Hariyadi mengusulkan perlunya penyesuaian aturan bagi pelaku usaha luring demi menciptakan kesamaan perlakuan dengan pelaku usaha daring. Menurutnya, pemerintah perlu mengurangi peraturan-peraturan yang tidak perlu bagi pelaku usaha daring.

“Misalnya ketentuan zonasi bagi ritel modern. Kalau dirasa tidak perlu, ya dicabut saja. Karena di dagang-el, tidak ada ketentuan seperti itu,” kata Hariyadi.
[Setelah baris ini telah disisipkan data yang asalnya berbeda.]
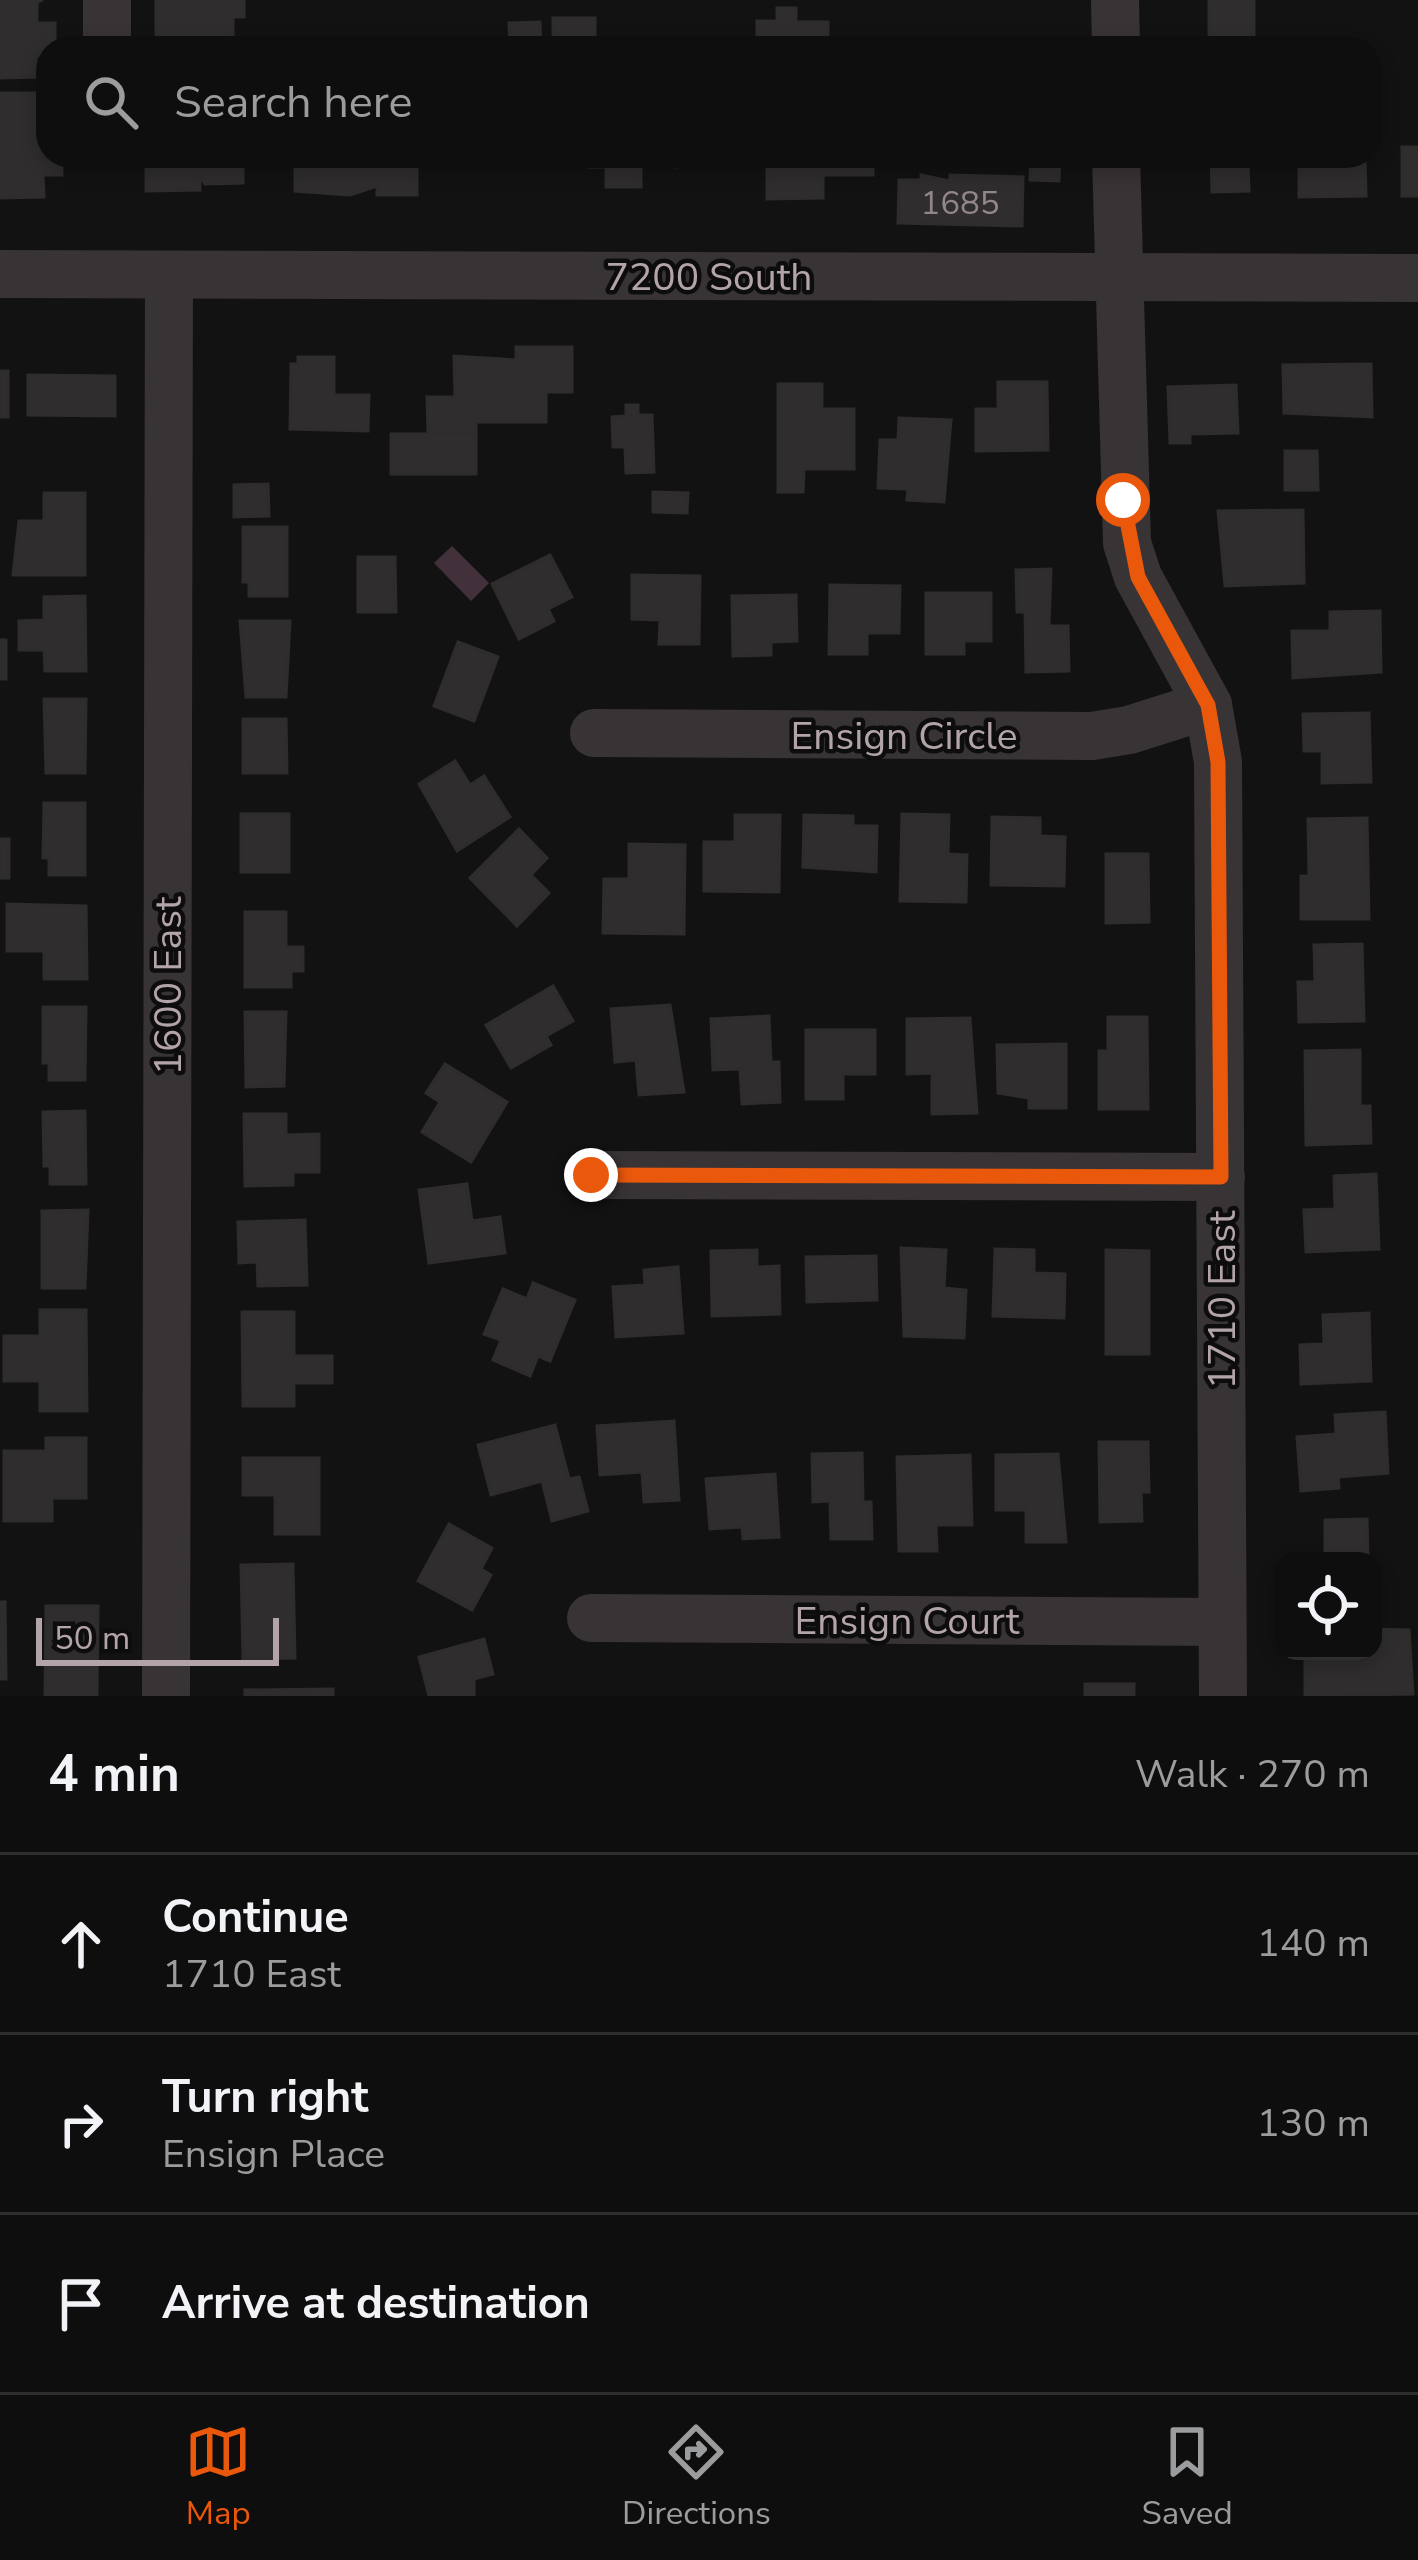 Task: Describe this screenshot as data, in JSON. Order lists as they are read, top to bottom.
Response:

Ketua Umum Asosiasi Pengusaha Ritel Indonesia (Aprindo) Roy N. Mandey mengatakan pelaku usaha perdagangan daring harus mendapatkan kewajiban perpajakan yang setara dengan pelaku usaha luring.

Dalam hal ini dia merujuk pada ketentuan pengenaan pajak pertambahan nilai (PPN) atas barang yang diperjual belikan melalui platform dagang elektronik dan pajak penghasilan dari pelaku usaha perdagangan daring.

“Memang di PP biasanya ketentuannya tidak diatur secara perinci. Namun di peraturan turunannya harus ada dong. Sebab kami dari pelaku usaha offline dikenai peraturan perpajakan yang sangat ketat,” ujar Roy.

Sementara itu, Ketua Umum Asosiasi E-Commerce Indonesia (idEA) Ignatius Untung mengaku belum dapat berkomentar mengenai beleid tersebut. “Kami masih mempelajarinya, sehingga kami belum bisa berkomentar,” jelasnya.

Hal senada diungkapkan oleh AVP of Public Policy and Government Relations Bukalapak Bima Laga. Dia mengaku sedang mempelajari beleid itu. “Kami sedang pelajari PP tersebut dan mempertimbangkan masukan yang dapat diberikan kepada pemerintah agar selaras dengan kebutuhan industri kami,” katanya.

Sementara itu VP of Corporate Communications Tokopedia Nuraini Razak mengatakan PP No.80/2019 tersebut perlu dipertimbangkan kembali karena tidak sejalan dengan upaya pemeritnah mendorong kemudahan berbisnis dan pertumbuhan UMKM baru.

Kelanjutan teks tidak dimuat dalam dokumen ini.